Toray Creates World’s Highest-level Nanofiltration Membrane
New offering triples permeation while very selectively removing components from raw water
Toray Industries, Inc., today announced that it has created the world’s Highest-level nanofiltration membrane. The new membrane triples the permeation performance of conventional models while enhancing ion and organic compound separation from aqueous solutions.
Nanofiltration separates ions and compounds selectively. Applications include removing organic solvents and agrochemicals from groundwater and rivers. Nanofiltration membranes also serve in the food and biotech fields, notably to desalinate soy sauce and dairy products and to purify amino acids and lactic acid.
The membrane embodies the sustainability vision that Toray rolled out in July 2018 by leveraging its innovative technologies and advanced materials to help restore the environment, with everyone enjoying access to clean water and air. The company will accelerate development of the new membrane, scaling it up with a view to commercialization within the next three years. Anticipated applications include water treatment, resource recovery, and such specialty areas as biorefineries＊.

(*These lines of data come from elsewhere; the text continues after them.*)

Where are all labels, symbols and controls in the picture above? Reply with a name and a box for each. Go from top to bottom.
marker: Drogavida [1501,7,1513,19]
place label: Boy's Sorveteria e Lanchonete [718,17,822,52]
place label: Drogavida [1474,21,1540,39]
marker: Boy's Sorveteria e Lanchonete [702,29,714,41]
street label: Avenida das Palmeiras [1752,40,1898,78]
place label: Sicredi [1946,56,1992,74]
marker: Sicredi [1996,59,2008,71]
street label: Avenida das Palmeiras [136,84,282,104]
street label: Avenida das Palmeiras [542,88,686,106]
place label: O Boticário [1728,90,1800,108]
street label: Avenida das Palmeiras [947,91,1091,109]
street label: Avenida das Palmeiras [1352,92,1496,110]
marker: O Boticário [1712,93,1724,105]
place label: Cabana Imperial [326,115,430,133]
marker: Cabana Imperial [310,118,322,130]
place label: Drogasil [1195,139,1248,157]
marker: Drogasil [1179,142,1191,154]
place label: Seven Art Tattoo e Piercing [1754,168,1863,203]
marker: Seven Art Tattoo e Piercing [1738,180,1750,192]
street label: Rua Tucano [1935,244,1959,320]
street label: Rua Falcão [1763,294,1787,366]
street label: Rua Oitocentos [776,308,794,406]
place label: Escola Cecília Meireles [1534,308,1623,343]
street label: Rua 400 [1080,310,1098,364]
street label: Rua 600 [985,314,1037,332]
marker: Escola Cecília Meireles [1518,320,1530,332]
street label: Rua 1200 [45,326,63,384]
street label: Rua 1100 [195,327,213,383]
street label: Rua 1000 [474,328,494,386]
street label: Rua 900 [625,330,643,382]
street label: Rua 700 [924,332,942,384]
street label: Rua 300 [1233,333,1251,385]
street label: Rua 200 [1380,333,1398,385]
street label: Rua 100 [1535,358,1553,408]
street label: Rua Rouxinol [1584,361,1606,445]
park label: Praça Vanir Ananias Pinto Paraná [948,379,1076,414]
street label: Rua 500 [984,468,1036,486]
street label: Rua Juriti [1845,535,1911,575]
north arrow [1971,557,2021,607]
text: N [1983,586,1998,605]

Once Toray’s membrane is commercially available, water treatment facilities installing it in developing nations will be able to optimally remove heavy metals, agrochemicals, and other toxic substances from raw water. Even for locations with low-pressure water supplies, such as homes and factories, it will be easy to provide sufficient water. It should also be possible to apply a commercialized membrane to current processes for recovering lithium from salt lake brine very efficiently and at low costs.

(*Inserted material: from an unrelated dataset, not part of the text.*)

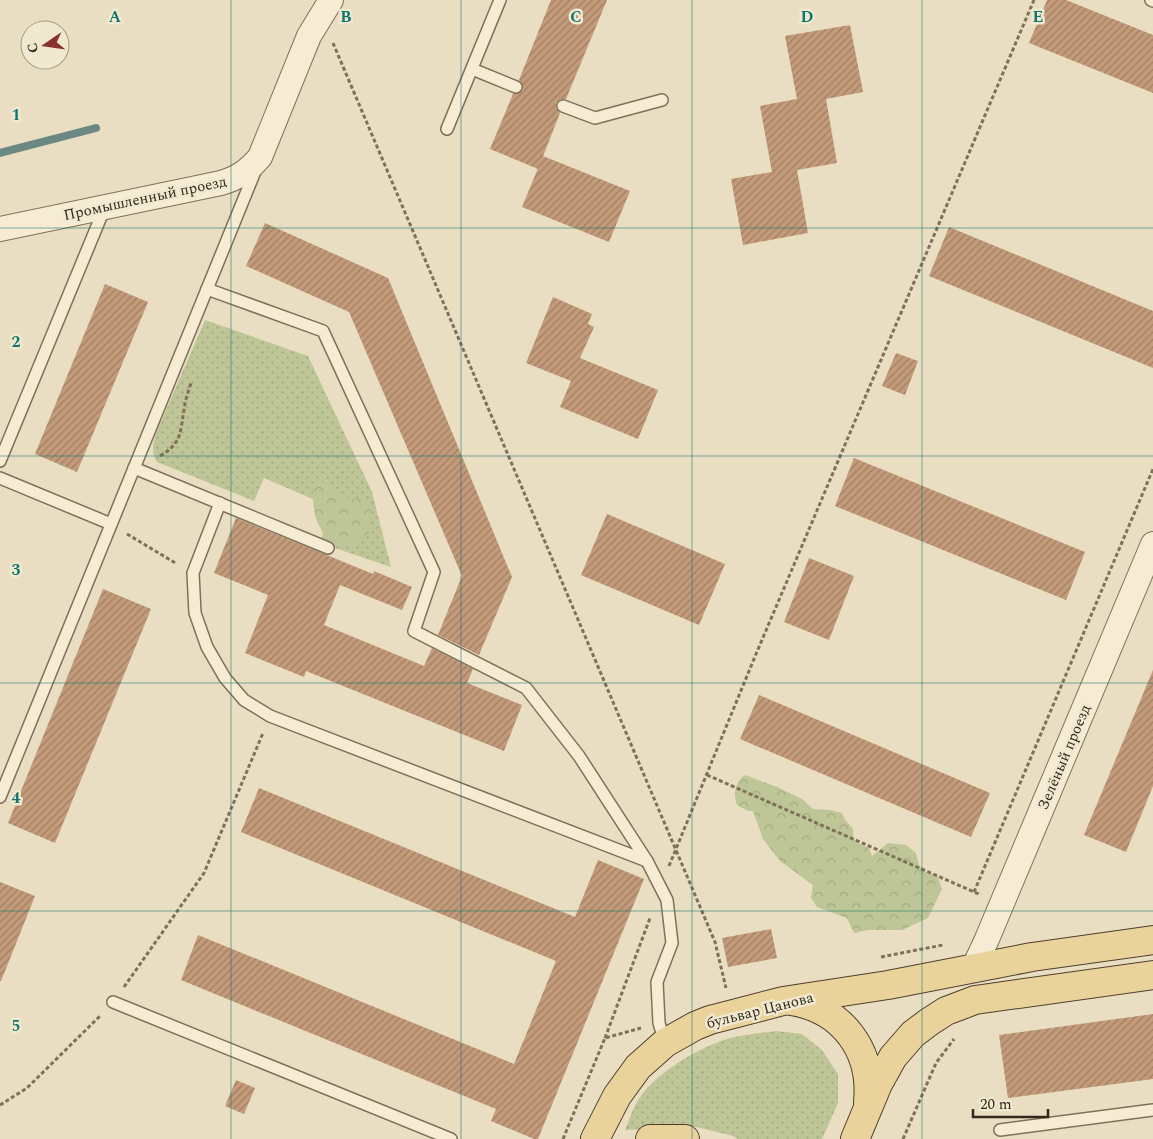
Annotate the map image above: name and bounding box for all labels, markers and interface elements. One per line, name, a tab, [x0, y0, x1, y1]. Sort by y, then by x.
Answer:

Toray looks for demand grow for better selectivity and permeation as the use of water treatment membranes expands to satisfy increasingly stringent water management requirements around the world in the battle against climate change.
The challenge, however, is to balance a tradeoff between selective separation and permeation. Toray therefore began exploring a membrane mechanism that would help improve permeation. This resulted in a porous and protuberant structure that expanded the surface area, delivering selective separation greatly exceeding that of regular setups to triple water permeability.